Gypsum is a type of slurry generated from the treatment of wastewater from a coal mine. The mine is located in the Highveld, a high plateau in South Africa, where the greater Johannesburg metropolitan area is located. According to Claire Lipsett, the waste stream from the water treatment process flowing to a dam downstream of the mine contained a high content of gypsum, to the extent that the facility’s limited storage capacity was significantly reduced due to deposits at the bottom of its basin.
The gypsum treatment process
Prior to the validation of the mine operator’s offer in the Highveld, Talbot claims to have implemented a gypsum processing pilot project. The company, which employs 140 people, offers a solution for processing this mining waste in which a hydraulic filter press is used to dewater the gypsum, dry it and press it into briquettes to transport it “to end customers”.
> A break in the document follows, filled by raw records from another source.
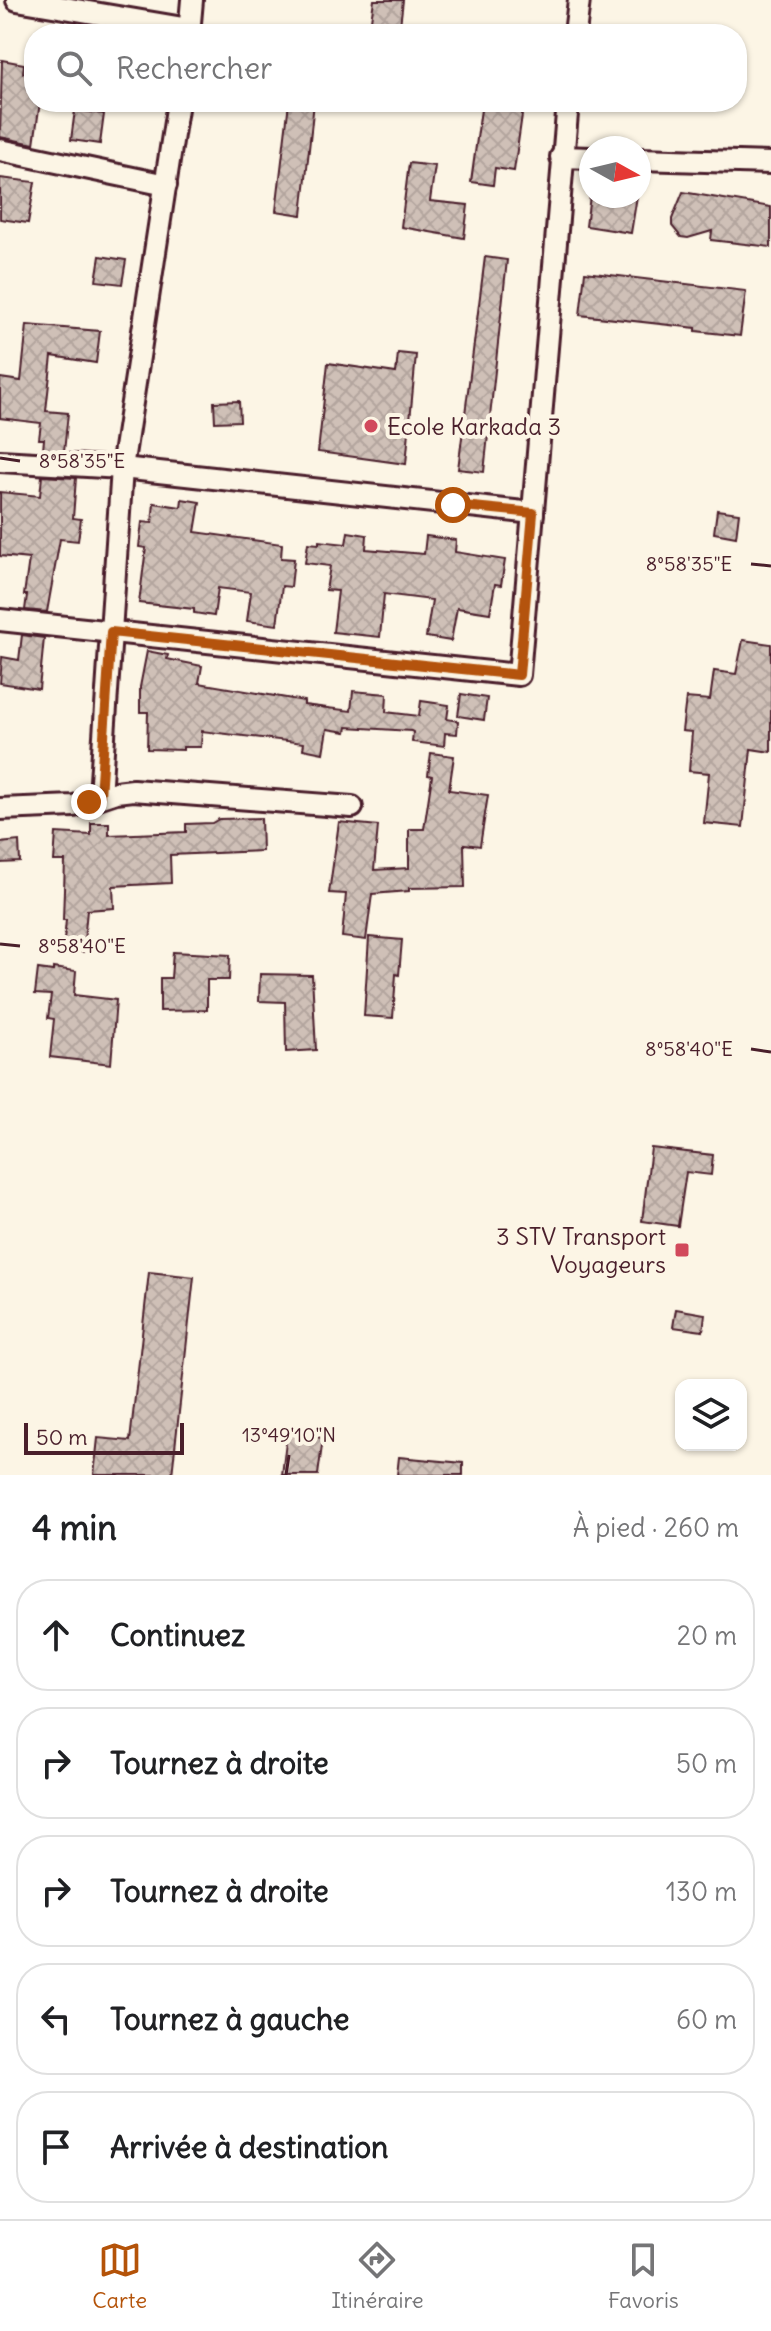 <!DOCTYPE html>
<html lang="fr">
<head>
<meta charset="utf-8">
<style>
	body { margin:0; font-family:Delius,sans-serif; background:#f6f6f6; color:#202124 }
	.controls { position:absolute; right:24px; bottom:24px; display:grid; overflow:hidden; border-radius:16px; box-shadow:0 2px 6px #0004 }
	.controls button { width:72px; height:72px; display:grid; place-items:center; padding:0; border:0; border-bottom:2px solid #e0e0e0; background:#fff; color:#202124; font:40px sans-serif }
	.compass { position:absolute; left:579px; top:136px; width:72px; height:72px; border-radius:50%; background:#fff; box-shadow:0 2px 6px #0004; rotate:98deg }
	.scale { position:absolute; left:24px; bottom:20px; width:160px; box-sizing:border-box; padding-left:8px; border:4px solid #4a1f2b; border-top:0; font-size:22px; line-height:28px; white-space:nowrap; color:#4a1f2b; -webkit-text-stroke:6px #fcf5e5; paint-order:stroke }
	.stop { position:absolute; width:24px; height:24px; margin:-18px; border:6px solid #b45309; border-radius:50%; background:#fff }
	.stop.end { background:#b45309; border-color:#fff; box-shadow:0 2px 8px #0008 }
	.list { margin:0; padding:0; list-style:none }
	h2 { display:flex; justify-content:space-between; align-items:center; height:104px; margin:0; padding:0 32px; font-size:34px }
	h2 small { font-size:26px; font-weight:400; color:#757577 }
	.list li { display:grid; grid-template-columns:52px 1fr auto; gap:24px; align-items:center; box-sizing:border-box; height:112px; margin:0 16px 16px; padding:0 16px; border:2px solid #e0e0e0; border-radius:32px }
	.list b { display:block; font-size:30px; white-space:nowrap }
	.list em { font-size:26px; font-style:normal; color:#757577 }
	.icon { flex:none; width:44px; height:44px; fill:none; stroke:currentColor; stroke-width:2; stroke-linecap:round; stroke-linejoin:round }
	.map { position:relative; flex:none; width:771px; height:1475px; overflow:hidden }
	.search { position:absolute; background:#fff; box-shadow:0 2px 6px #0004; left:24px; right:24px; top:24px; height:88px; display:flex; align-items:center; gap:20px; box-sizing:border-box; padding:0 28px; border-radius:32px; color:#757577; font-size:30px }
	.sheet { height:744px; background:#fff }
	nav { display:flex; justify-content:space-around; align-items:center; box-sizing:border-box; height:112px; border-top:2px solid #e0e0e0; background:#fff; font-size:22px; color:#757577 }
	nav a { display:grid; justify-items:center; gap:4px }
	nav .on { color:#b45309 }
	.map>svg:first-child { display:block }
	.building { fill:url(#building-cross-hatch); stroke:#4a1f2b; stroke-width:2 }
	.lines { fill:none; stroke-linecap:round; stroke-linejoin:round }
	.street-casing { stroke:#4a1f2b; stroke-width:26 }
	.street { stroke:#fcf5e5; stroke-width:20 }
	.route { stroke:#b45309; stroke-width:10 }
	.ticks { fill:none; stroke:#4a1f2b; stroke-width:3 }
	.poi-dot { fill:#d1495b; stroke:#fcf5e5; stroke-width:3 }
	.labels { text-anchor:middle; dominant-baseline:central; stroke-width:8; stroke-linejoin:round; paint-order:stroke }
	.poi-label { font-size:24px; fill:#4a1f2b; stroke:#fcf5e5; text-anchor:start }
	.ticks-label { font-size:20px; text-anchor:middle; fill:#4a1f2b; stroke:#fcf5e5; stroke-width:8; stroke-linejoin:round; paint-order:stroke }
</style>
</head>
<body>
<div class="map">
<svg width="771" height="1475" viewBox="0 0 771 1475">
	<defs>
		<pattern id="building-cross-hatch" width="8" height="8" patternUnits="userSpaceOnUse" patternTransform="scale(2)"><rect width="8" height="8" fill="#cfc0b7"/><path d="M0 0l8 8M0 8l8-8" fill="none" stroke="#b3a59e"/></pattern>
	</defs>
	<rect width="100%" height="100%" fill="#fcf5e5"/>
	<filter id="ink" filterUnits="userSpaceOnUse"><feTurbulence type="fractalNoise" baseFrequency=".0125" numOctaves="2"/><feDisplacementMap in="SourceGraphic" scale="16" xChannelSelector="R" yChannelSelector="G"/><feConvolveMatrix kernelMatrix="1 2 1 2 8 2 1 2 1" color-interpolation-filters="sRGB"/></filter>
	<g filter="url(#ink)">
		<!-- building -->
		<g class="building">
			<polygon points="374,0 403,0 399,34 369,34"/>
			<polygon points="2,60 24,64 23,73 34,75 34,102 40,102 34,144 0,137"/>
			<polygon points="289,102 314,102 302,215 276,211"/>
			<polygon points="482,102 503,102 503,105 523,108 514,171 495,168 493,185 471,182"/>
			<polygon points="75,110 104,114 100,144 71,140"/>
			<polygon points="409,163 435,166 430,201 468,205 464,238 401,227"/>
			<polygon points="0,178 35,182 28,223 0,219"/>
			<polygon points="683,192 771,207 771,247 711,240 712,231 688,238 681,237 672,226 672,219"/>
			<polygon points="590,196 637,196 631,233 586,226"/>
			<polygon points="100,256 126,260 122,284 96,281"/>
			<polygon points="485,257 507,260 484,472 458,469"/>
			<polygon points="585,272 746,291 740,336 696,331 696,328 580,315"/>
			<polygon points="27,325 100,331 96,363 52,356 46,411 68,413 64,452 43,450 44,439 39,439 41,423 0,418 0,378 21,381"/>
			<polygon points="398,353 416,355 406,464 318,452 328,363 396,373"/>
			<polygon points="239,401 240,421 215,422 214,402"/>
			<polygon points="42,476 76,478 73,518 81,519 78,541 60,539 47,612 25,610 27,595 24,595 29,559 0,556 0,492 40,496"/>
			<polygon points="182,499 200,502 195,532 282,544 281,558 294,559 291,587 282,586 277,625 247,621 251,592 218,588 214,616 194,613 194,609 139,603 146,548 139,547 142,522 152,523 154,503 181,507"/>
			<polygon points="717,510 739,513 736,537 714,533"/>
			<polygon points="348,532 367,535 366,549 424,554 426,536 456,540 455,552 505,560 501,585 495,584 490,613 457,608 451,641 426,637 432,600 384,594 380,637 333,632 338,591 326,590 330,566 305,563 308,543 319,544 319,541 346,544"/>
			<polygon points="22,635 44,638 39,689 0,683 2,657 19,660"/>
			<polygon points="743,640 771,644 771,752 751,749 743,827 704,823 709,773 689,771 692,732 682,731 686,698 710,700 714,671 736,674"/>
			<polygon points="147,651 168,655 167,659 202,666 199,683 304,701 304,705 351,711 353,691 387,694 386,712 419,716 421,701 449,705 447,719 458,721 457,734 445,733 444,746 412,742 413,732 411,731 347,727 346,732 327,729 323,753 303,749 304,743 202,731 201,747 183,747 183,750 147,749 148,712 140,712 140,687"/>
			<polygon points="461,694 487,698 484,720 458,716"/>
			<polygon points="431,753 454,756 449,790 488,795 480,846 464,844 465,887 409,888 409,891 372,894 366,940 342,937 346,894 329,893 339,822 378,826 374,870 409,868 409,829 424,829 432,776 428,775"/>
			<polygon points="261,818 262,851 170,855 171,883 113,886 114,908 87,910 83,952 63,951 66,920 63,920 65,861 54,861 56,833 91,835 91,823 109,823 109,835 186,832 186,824 212,823 219,819"/>
			<polygon points="19,841 20,862 0,863 0,843"/>
			<polygon points="369,937 402,940 399,975 396,974 393,1018 364,1016"/>
			<polygon points="173,952 230,955 229,980 207,980 207,1010 160,1011 160,978 171,978"/>
			<polygon points="53,968 76,971 74,995 116,1000 111,1064 50,1057 54,1019 48,1018 51,995 35,994 38,969 53,971"/>
			<polygon points="260,974 312,975 316,1050 286,1052 285,1002 259,1001"/>
			<polygon points="651,1148 713,1155 711,1175 686,1172 678,1226 642,1221"/>
			<polygon points="149,1272 194,1277 172,1475 94,1475 98,1438 130,1441"/>
			<polygon points="676,1309 705,1314 703,1331 673,1327"/>
			<polygon points="287,1433 323,1438 318,1475 282,1475"/>
			<polygon points="399,1457 463,1463 463,1475 397,1475"/>
		</g>
		<g class="lines">
			<!-- street casing -->
			<g class="street-casing">
				<g id="street">
					<polyline points="17,0 189,29"/>
					<polyline points="189,34 192,0"/>
					<polyline points="575,34 579,0"/>
					<polyline points="0,150 166,185"/>
					<polyline points="561,157 591,158"/>
					<polyline points="639,159 771,163"/>
					<polyline points="0,461 122,468 533,513"/>
					<polyline points="0,620 519,675 568,102"/>
					<polyline points="100,796 122,468 178,102"/>
					<polyline points="0,809 74,806 116,792 133,790 352,807"/>
				</g>
			</g>
			<!-- street -->
			<use href="#street" class="street"/>
		</g>
	</g>
	<g class="lines" filter="url(#ink)">
		<!-- route -->
		<polyline class="route" points="89,802 100,796 111,632 519,675 533,513 453,505"/>
	</g>
	<!-- ticks -->
	<path class="ticks" d="M0 458 20 461M751 564 771 566M0 944 20 946M751 1049 771 1052M286 1475 289 1455"/>
	<!-- markers -->
	<g class="poi-dot">
		<circle cx="371" cy="426" r="8"/>
		<rect x="674" y="1242" width="16" height="16" rx="4"/>
	</g>
	<g class="labels">
		<!-- poi labels -->
		<g class="poi-label">
			<text x="387" y="426">Ecole Karkada 3</text>
			<text x="666" y="1236" text-anchor="end">3 STV Transport<tspan x="666" dy="28">Voyageurs</tspan></text>
		</g>
	</g>
	<g class="ticks-label">
		<text x="82" y="468">8°58'35"E</text>
		<text x="689" y="571">8°58'35"E</text>
		<text x="82" y="953">8°58'40"E</text>
		<text x="689" y="1056">8°58'40"E</text>
		<text x="289" y="1442">13°49'10"N</text>
	</g>
</svg>
<div class="controls">
<button><svg class="icon" aria-label="layers" viewBox="0 0 24 24"><path d="M12 4l9 5-9 5-9-5zM3 14l9 5 9-5"/></svg></button>
</div>
<svg class="compass" viewBox="-18 -18 36 36"><path d="M0-13l5 13h-10z" fill="#e53935"/><path d="M0 13l5-13h-10z" fill="#757577"/></svg>
<div class="scale">50 m</div>
<div class="stop" style="left:453px;top:505px"></div>
<div class="stop end" style="left:89px;top:802px"></div>
<div class="search"><svg class="icon" aria-label="search" viewBox="0 0 24 24"><circle cx="10" cy="10" r="6"/><path d="M15 15l6 6"/></svg>Rechercher</div>
</div>
<section class="sheet">
<h2>4 min<small>À pied · 260 m</small></h2>
<ul class="list">
<li><svg class="icon" aria-label="ahead" viewBox="0 0 24 24"><path d="M12 20V5M6 11l6-6 6 6"/></svg><div><b>Continuez</b></div><em>20 m</em></li>
<li><svg class="icon" aria-label="right" viewBox="0 0 24 24"><path d="M7 20v-9h11M14 6l5 5-5 5"/></svg><div><b>Tournez à droite</b></div><em>50 m</em></li>
<li><svg class="icon" aria-label="right" viewBox="0 0 24 24"><path d="M7 20v-9h11M14 6l5 5-5 5"/></svg><div><b>Tournez à droite</b></div><em>130 m</em></li>
<li><svg class="icon" aria-label="left" viewBox="0 0 24 24"><path d="M17 20v-9H6M10 6l-5 5 5 5"/></svg><div><b>Tournez à gauche</b></div><em>60 m</em></li>
<li><svg class="icon" aria-label="arrive" viewBox="0 0 24 24"><path d="M6 21V4h12l-3 4 3 4H6"/></svg><div><b>Arrivée à destination</b></div></li>
</ul>
</section>
<nav>
<a class="on"><svg class="icon" aria-label="map" viewBox="0 0 24 24"><path d="M3 6l6-2 6 2 6-2v14l-6 2-6-2-6 2zM9 4v14M15 6v14"/></svg>Carte</a>
<a><svg class="icon" aria-label="directions" viewBox="0 0 24 24"><path d="M12 3l9 9-9 9-9-9zM9 14v-3h6M13 9l2 2-2 2"/></svg>Itinéraire</a>
<a><svg class="icon" aria-label="saved" viewBox="0 0 24 24"><path d="M7 4h10v16l-5-4-5 4z"/></svg>Favoris</a>
</nav>
</body>
</html>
“We have reduced solid waste from about 2,900 milligrams per litre (mg/l) to just 84 mg/l. We have also demonstrated that the technology can extract gypsum at a rate of 100 kilograms per hour at a large-scale mining site,” says Lipsett.
The two-week trial, explains the Managing Director of Talbot Consulting Services, demonstrated that effective solids removal could be achieved in a single step, without the use of flocculants (to facilitate decomposition, editor’s note) or coagulants, “and provided an appropriate and easy-to-use solution to achieve complete water management at the site”.